Eskom’s Kusile coal-fired power station in Mpumalanga. (Photo: Waldo Swiegers / Bloomberg via Getty Images)

By Jeff Rudin | Daily Maverick | 04 Dec 2023 


There is no shortage of widely held explanations of why so little has been done about climate change. I think most of these explanations are wrong. This is part 2 of a four-part series. 


Read Part 1 here

Introduction

Climate change has alerted many of us to the importance of ecology. Unfortunately, much of the ecology used fails to recognise that ecology is much more than just a single branch of nature dealing with the relationship between living organisms and their environment.

Each small part of Earth is an ecological system with external as well as internal connections. As an integrated global system their numbers are, well, astronomical. This is even when narrowly understood by Ernst Haeckel who introduced the term ecology in 1866 to better describe Charles Dawin’s notion of “the economy of nature”.

Ecology’s full complexity arises when we add ourselves as an integral part of nature. This means adding human society to the complex, for we not only add to both the internal and external ecological systems of human interaction but also those of all other living organisms.

This is the reality of everything being connected to everything else. But such is the enormity and complexity of this reality that knowing it other than conceptually is unrealisable by individuals. We must perforce rely on those specialists who also see their work as part of a complex of organically linked ecosystems that must be recognised as forming a constantly changing, and, therefore, reconstituting organic whole.

My purpose in writing this series of articles is to provide a broad framework specifically focused on the main interconnections behind an on-rushing climate change, a sinking Eskom, and the blight of the unemployment, poverty and inequality for which South Africa is notorious.

It then offers general guidelines to help make sense of these interconnections and the systems they form. These guidelines should facilitate a better understanding of what’s gone wrong and what should be done to make it better.

But, for reasons that will be covered in Part 4, it must be recognised that there are several competing realities — understandings — even to the few issues I’m addressing. This necessitates first subjecting some of these different understandings to a brief critique in order to create the space necessary for my alternate viewpoints.

Climate change

There is no shortage of widely held explanations of why so little has been done about climate change. I think most of these explanations are wrong. There is similarly an abundance of popular solutions to climate change. I intend to show that most of the proffered climate change explanations and solutions are probably not aware of the broader ecosystems and the connections in which they are contained.

Climate change protest

People carry signs as they participate in the ‘March to End Fossil Fuels’, being held in advance of the United Nations’ Climate Ambition Summit, in New York City, New York, US, on 17 September 2023. (Photo: EPA-EFE/Justin Lane)

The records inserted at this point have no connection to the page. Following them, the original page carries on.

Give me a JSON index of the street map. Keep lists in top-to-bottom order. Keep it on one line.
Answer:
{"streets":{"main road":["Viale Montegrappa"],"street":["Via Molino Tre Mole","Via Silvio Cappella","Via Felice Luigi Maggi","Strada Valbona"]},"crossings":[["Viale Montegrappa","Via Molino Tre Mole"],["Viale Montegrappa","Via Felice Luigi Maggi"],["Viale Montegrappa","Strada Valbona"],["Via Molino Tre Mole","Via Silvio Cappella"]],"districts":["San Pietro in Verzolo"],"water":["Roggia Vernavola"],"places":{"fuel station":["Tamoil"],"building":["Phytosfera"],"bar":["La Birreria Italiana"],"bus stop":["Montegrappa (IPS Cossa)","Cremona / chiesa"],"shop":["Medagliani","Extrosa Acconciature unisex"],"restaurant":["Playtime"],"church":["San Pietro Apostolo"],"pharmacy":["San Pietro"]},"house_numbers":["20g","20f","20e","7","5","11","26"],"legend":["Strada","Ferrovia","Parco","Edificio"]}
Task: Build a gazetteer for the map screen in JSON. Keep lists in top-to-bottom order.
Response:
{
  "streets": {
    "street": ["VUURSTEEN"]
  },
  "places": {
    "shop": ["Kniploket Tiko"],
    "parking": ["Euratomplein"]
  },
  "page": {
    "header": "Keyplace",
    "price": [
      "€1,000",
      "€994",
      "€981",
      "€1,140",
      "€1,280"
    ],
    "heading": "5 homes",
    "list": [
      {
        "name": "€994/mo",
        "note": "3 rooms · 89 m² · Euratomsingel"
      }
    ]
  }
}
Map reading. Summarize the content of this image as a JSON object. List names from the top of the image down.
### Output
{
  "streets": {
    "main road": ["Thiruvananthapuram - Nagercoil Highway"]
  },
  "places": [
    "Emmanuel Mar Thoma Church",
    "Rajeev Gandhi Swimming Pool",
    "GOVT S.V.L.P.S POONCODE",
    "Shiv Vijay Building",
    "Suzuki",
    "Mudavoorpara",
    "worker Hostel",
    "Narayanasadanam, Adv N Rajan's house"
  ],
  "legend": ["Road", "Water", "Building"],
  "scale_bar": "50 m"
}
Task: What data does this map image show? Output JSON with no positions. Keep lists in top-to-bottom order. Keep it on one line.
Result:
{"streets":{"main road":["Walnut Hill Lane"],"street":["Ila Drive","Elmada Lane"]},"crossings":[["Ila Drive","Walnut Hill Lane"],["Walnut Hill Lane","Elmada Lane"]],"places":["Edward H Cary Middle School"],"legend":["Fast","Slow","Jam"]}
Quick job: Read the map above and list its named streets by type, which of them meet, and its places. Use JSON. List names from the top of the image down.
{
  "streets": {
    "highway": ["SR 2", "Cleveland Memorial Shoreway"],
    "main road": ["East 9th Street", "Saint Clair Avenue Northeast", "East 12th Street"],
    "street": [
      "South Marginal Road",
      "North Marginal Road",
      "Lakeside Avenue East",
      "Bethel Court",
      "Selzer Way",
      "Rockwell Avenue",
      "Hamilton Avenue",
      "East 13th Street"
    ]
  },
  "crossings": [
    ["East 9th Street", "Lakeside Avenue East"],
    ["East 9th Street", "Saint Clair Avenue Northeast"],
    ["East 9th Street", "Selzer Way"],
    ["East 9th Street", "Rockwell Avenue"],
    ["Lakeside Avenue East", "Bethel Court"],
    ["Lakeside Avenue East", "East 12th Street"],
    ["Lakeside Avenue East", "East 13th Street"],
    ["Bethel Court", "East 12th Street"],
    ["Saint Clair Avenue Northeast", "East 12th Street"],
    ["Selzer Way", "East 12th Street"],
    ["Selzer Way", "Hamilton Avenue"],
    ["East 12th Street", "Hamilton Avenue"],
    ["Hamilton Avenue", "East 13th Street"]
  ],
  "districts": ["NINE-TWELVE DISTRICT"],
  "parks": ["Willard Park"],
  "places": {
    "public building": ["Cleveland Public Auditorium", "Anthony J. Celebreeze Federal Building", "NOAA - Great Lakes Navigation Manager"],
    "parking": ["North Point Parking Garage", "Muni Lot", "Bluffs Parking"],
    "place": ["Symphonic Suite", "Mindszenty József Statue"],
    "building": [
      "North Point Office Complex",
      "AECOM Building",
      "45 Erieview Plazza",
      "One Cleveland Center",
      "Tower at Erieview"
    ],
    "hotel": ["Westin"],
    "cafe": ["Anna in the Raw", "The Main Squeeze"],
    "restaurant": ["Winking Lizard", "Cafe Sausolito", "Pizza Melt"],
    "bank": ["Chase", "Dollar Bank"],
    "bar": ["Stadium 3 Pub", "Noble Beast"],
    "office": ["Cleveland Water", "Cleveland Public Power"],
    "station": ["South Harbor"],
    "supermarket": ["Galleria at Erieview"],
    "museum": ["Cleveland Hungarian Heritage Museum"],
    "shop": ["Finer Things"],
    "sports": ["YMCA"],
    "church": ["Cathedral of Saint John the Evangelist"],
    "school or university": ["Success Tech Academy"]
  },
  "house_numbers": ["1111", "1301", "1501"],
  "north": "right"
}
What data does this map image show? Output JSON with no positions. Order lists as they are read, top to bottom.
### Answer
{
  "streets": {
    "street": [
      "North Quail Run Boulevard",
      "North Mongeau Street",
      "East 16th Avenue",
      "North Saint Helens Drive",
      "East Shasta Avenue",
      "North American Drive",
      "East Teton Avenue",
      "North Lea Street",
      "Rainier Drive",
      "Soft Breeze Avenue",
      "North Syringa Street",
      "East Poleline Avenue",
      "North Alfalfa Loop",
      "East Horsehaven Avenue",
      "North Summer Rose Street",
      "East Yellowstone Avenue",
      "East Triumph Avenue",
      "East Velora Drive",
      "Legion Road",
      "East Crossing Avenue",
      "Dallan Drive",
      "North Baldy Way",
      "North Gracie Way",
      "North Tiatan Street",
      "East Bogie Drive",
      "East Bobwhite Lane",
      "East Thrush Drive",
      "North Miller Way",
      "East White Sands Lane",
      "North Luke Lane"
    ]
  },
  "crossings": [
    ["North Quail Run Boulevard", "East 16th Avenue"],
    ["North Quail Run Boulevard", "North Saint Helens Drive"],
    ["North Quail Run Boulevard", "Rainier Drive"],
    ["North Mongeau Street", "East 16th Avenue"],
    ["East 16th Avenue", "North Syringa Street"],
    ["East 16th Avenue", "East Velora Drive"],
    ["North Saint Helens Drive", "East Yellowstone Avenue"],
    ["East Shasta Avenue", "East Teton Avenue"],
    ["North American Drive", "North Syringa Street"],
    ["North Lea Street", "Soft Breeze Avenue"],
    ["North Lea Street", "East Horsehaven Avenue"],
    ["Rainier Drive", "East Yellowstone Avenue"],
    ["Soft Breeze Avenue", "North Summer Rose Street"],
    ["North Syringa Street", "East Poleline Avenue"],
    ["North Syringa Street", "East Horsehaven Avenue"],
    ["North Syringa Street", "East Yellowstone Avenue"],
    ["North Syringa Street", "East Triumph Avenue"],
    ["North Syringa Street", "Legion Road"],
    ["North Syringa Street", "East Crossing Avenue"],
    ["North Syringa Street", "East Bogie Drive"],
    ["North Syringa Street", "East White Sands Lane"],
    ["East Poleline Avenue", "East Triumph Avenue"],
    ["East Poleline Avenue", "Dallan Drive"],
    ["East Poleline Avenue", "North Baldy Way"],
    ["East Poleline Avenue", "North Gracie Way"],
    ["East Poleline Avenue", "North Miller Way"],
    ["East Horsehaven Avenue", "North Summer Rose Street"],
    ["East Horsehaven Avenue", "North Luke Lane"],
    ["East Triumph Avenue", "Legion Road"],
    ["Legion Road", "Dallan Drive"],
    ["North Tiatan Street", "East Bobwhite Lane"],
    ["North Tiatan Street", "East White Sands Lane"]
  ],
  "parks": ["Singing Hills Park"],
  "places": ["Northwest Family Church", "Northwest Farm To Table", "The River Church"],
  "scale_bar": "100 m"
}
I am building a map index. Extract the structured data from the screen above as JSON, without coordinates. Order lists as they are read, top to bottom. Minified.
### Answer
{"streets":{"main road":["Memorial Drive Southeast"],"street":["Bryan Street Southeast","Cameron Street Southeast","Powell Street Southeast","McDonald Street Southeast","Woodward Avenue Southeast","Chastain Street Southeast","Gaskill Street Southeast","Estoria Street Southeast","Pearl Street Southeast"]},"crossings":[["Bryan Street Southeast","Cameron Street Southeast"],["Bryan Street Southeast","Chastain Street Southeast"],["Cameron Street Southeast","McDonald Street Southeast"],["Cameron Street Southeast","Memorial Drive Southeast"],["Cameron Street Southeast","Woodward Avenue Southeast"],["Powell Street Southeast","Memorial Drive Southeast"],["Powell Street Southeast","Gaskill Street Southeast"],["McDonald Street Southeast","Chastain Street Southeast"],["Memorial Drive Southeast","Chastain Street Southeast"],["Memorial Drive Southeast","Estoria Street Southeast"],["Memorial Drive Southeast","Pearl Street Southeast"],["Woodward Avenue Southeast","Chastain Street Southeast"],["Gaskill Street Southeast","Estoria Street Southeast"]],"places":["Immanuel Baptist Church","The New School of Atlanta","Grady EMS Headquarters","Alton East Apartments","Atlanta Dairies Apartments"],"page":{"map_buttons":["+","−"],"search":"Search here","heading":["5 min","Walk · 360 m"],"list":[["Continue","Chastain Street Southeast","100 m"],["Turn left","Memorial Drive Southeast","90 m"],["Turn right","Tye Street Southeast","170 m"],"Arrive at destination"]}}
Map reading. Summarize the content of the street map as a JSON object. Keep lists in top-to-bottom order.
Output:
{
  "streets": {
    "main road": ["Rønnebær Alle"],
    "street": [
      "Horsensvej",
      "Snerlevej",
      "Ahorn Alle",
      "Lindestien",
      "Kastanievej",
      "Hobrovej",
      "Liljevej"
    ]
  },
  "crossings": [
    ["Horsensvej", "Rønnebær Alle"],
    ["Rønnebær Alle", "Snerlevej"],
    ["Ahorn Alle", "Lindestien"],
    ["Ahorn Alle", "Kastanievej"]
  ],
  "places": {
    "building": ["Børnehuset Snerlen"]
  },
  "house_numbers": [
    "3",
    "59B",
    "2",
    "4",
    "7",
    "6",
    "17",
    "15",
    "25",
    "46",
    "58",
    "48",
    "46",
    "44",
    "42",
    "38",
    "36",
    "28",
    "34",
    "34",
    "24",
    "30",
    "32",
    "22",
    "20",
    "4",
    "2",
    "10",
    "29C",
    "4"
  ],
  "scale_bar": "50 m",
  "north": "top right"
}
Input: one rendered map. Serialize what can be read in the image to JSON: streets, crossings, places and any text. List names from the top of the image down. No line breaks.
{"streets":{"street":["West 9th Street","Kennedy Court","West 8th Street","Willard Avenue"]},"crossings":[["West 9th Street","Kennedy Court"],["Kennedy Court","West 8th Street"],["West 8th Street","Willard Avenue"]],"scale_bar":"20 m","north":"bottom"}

The climate change red herrings

1 The fossil fuel industry is the problem

For many people, it is fossil fuels that keep the gates of hell open. In the build-up to the first-ever UN Climate Ambition Summit, convened during this year’s UN General Assembly in September, some 75,000 protestors took to the streets of Manhattan demanding the end of fossil fuel. Mary Robinson, former president of Ireland, echoed these sentiments. The bluntest message typically came from António Guterres: “The fossil fuel age has failed”.

But not its profits. They continue returning record highs worldwide.

The high cost of electricity in South Africa assures fossil fuels the “nice returns”, as Stephen Grootes has noted on SAfm (Mediated Conversation 29 August 2023). This is the short answer to why South Africa is not the “Saudia Arabia of oil and gas” it should be, as Professor Guy Midgley puts it (Accelerating climate change, AIDC, 19 July 2023).

If only the answer was as simple!

In a Daily Maverick article “Why the fossil-fuel industry is a distraction to understanding the failure of COP27”, I drew attention to the essential political protection this industry enjoys. This political protection, however, is seldom acknowledged and almost never explained. Rather than repeating my arguments from nearly a year ago, I shall bring them up to date.

The Mail & Guardian described Africa Energy Week (17-20 October 2023) as a “missed opportunity”. With the slogan “make energy poverty history”, the Mail & Guardian’s assessment of the event is: “A stubborn refusal to acknowledge the harmful nature of fossil fuels.”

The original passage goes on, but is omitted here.